A Posture Correction Aid for Wheelchair Users

Wheelchair-bound patients in long-term care facilities often have discomfort from slouching and being unable to reposition themselves. And caregivers suffer from strain injuries trying to lift patients into a more upright posture.

In response to a request from a Halifax long-term care facility several years ago, Nova Scotia Community College occupational therapy students designed a posture correction aid to assist both patients and caregivers. A Nova Scotia manufacturer is now refining the design with the help of the college’s mechanical engineering technology researchers.

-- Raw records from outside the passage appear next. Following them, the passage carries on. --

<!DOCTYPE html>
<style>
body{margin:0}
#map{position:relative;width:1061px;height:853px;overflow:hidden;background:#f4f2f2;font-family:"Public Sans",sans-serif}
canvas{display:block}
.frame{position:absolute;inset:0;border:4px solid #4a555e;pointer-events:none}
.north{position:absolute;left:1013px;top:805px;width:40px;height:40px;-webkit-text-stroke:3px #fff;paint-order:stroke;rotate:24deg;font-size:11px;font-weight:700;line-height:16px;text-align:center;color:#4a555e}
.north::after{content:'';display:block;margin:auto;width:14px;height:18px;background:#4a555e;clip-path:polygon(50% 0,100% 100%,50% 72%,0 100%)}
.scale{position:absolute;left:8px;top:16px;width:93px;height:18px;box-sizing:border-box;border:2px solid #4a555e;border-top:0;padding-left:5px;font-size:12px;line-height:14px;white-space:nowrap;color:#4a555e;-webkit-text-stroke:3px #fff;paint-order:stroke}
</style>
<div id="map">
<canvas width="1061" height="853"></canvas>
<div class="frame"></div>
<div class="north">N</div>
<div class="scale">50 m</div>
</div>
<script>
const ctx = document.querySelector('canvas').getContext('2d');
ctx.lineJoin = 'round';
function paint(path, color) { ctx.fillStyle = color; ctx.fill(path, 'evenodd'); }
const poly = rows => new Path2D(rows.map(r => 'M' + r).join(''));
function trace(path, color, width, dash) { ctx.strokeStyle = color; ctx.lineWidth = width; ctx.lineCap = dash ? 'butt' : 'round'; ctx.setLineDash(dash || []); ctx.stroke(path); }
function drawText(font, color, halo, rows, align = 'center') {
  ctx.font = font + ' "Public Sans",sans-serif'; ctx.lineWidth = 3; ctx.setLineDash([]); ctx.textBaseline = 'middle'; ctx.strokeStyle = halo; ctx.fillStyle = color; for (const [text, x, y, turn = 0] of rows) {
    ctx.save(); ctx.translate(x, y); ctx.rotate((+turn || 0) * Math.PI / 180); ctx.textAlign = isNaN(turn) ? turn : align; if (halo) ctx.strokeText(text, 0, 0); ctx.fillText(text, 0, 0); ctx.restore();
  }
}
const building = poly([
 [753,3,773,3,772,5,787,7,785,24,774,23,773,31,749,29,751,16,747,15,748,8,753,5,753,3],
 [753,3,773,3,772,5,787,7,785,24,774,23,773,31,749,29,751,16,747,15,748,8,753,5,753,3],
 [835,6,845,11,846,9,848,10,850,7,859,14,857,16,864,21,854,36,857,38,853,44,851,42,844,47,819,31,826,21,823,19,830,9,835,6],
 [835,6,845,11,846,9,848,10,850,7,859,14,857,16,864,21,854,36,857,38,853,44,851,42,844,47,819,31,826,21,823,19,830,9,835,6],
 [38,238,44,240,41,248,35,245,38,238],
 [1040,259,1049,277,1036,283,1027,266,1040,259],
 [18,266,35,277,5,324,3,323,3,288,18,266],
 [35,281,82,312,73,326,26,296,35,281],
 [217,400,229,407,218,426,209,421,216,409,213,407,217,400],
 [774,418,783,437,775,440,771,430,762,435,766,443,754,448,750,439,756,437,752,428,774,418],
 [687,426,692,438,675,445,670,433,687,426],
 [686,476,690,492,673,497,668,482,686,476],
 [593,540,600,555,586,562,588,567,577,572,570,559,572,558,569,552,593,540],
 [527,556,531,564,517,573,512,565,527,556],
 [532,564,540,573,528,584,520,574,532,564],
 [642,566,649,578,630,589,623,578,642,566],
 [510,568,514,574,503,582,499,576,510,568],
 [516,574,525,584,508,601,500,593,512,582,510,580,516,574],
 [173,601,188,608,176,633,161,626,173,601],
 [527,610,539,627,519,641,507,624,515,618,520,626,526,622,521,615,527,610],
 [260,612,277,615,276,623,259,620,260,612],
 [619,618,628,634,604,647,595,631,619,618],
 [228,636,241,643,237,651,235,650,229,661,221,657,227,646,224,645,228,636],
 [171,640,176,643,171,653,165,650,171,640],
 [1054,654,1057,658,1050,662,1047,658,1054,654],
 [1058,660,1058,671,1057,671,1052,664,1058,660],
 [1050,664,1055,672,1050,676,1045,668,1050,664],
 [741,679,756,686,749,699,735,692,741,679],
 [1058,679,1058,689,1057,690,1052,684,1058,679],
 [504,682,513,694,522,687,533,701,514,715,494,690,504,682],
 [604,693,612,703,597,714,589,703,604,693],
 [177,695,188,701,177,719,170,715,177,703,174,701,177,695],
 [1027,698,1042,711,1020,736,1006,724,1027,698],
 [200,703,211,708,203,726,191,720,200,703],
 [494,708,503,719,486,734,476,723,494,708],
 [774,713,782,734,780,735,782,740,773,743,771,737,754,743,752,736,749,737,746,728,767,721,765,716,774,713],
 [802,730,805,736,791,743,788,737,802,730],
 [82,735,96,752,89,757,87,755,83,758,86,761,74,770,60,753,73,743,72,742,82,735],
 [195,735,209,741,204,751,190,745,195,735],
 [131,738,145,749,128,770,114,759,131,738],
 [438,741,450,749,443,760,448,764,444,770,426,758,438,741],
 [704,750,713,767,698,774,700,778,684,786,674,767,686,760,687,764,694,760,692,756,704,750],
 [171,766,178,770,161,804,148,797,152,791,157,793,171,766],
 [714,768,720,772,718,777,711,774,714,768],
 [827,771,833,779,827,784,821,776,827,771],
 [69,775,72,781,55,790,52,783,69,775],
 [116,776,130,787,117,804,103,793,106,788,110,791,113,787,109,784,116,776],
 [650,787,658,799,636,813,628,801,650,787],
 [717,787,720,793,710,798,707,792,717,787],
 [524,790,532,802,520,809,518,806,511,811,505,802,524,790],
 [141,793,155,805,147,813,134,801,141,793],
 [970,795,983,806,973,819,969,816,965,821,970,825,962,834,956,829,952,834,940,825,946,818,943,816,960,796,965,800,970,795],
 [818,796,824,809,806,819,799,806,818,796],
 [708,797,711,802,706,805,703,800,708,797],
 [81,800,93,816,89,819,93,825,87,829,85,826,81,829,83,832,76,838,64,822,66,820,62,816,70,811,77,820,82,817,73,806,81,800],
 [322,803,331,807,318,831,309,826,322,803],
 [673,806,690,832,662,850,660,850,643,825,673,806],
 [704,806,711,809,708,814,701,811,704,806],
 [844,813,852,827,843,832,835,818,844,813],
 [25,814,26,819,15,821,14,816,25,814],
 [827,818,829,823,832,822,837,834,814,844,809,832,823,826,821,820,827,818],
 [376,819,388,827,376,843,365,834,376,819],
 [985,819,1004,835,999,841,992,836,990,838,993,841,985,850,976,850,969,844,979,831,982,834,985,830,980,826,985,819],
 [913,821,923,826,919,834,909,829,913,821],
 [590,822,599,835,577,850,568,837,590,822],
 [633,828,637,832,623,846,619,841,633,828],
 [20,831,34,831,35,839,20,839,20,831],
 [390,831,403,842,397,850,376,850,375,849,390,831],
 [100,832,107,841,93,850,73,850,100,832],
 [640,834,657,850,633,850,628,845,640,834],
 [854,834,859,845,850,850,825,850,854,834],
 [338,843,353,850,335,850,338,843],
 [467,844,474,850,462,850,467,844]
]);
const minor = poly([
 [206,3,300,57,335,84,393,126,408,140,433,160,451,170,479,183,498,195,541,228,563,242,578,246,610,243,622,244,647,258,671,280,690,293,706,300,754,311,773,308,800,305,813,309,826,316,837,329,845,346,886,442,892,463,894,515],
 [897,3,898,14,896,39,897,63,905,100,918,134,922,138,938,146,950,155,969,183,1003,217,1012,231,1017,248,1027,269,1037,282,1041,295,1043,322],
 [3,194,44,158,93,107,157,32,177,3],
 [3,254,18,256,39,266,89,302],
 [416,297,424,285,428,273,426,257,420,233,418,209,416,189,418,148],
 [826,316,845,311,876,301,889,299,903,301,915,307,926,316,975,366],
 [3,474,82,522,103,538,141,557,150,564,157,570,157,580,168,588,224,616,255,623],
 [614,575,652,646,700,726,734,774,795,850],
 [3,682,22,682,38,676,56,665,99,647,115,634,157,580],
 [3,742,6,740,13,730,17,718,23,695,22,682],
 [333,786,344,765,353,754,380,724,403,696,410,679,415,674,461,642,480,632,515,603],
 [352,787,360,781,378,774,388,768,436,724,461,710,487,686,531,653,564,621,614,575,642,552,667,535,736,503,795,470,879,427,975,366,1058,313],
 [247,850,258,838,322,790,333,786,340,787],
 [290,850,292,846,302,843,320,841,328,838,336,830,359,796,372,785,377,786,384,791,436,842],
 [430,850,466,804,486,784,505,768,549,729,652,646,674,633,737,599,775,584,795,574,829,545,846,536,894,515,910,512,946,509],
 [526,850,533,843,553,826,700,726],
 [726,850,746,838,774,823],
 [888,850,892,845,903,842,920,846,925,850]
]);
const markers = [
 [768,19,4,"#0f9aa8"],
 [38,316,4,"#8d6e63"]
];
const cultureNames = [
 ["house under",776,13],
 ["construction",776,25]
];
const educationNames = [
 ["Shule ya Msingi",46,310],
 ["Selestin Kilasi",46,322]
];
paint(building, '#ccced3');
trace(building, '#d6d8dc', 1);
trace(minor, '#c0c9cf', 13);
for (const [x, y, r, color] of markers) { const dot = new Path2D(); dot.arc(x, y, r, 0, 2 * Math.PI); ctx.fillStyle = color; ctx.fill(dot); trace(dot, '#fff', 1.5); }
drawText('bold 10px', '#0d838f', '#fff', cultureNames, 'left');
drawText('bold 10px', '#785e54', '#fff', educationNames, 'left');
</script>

MacKenzie Atlantic Tool & Die is a Nova Scotia-based company specializing in manufacturing highly diverse products ranging from steel stampings and precision-machined products to fixtures and gauges used in the aerospace, marine, and renewable energy industries. The company is expanding its business into assistive devices for use in long-term care facilities and has partnered with NSCC to validate the design of the slouch correction aid.

The device consists of a chair cover with adjustable straps that can be used to pull a patient into a more upright posture, or to lift the patient from a wheelchair to a chair or bed. This device was previously developed by NSCC Mechanical Engineering Technology students, refined by subsequent student graduates, and licensed to MacKenzie Atlantic.

“The support provided by NSCC has been critical to the success of the project thus far. The ability to draw on the knowledge and experience of such a dedicated and seasoned research team has given us the jump start we needed,” says Matthew MacKenzie, President and Owner of MacKenzie Atlantic Tool & Die.

NSCC has expertise and facilities in bio-mechanics ideally suited for validation and design improvement that will support the company’s commercialization of the product. The team conducted field evaluations at Northwoodcare Halifax Inc. and ran lab testing on the product’s mechanical design to make improvements to the product’s performance. This project has involved students and faculty from Mechanical Engineering and Continuing Care Assistant and Disability Support programs in the Dartmouth, Bridgewater, and Middleton campuses.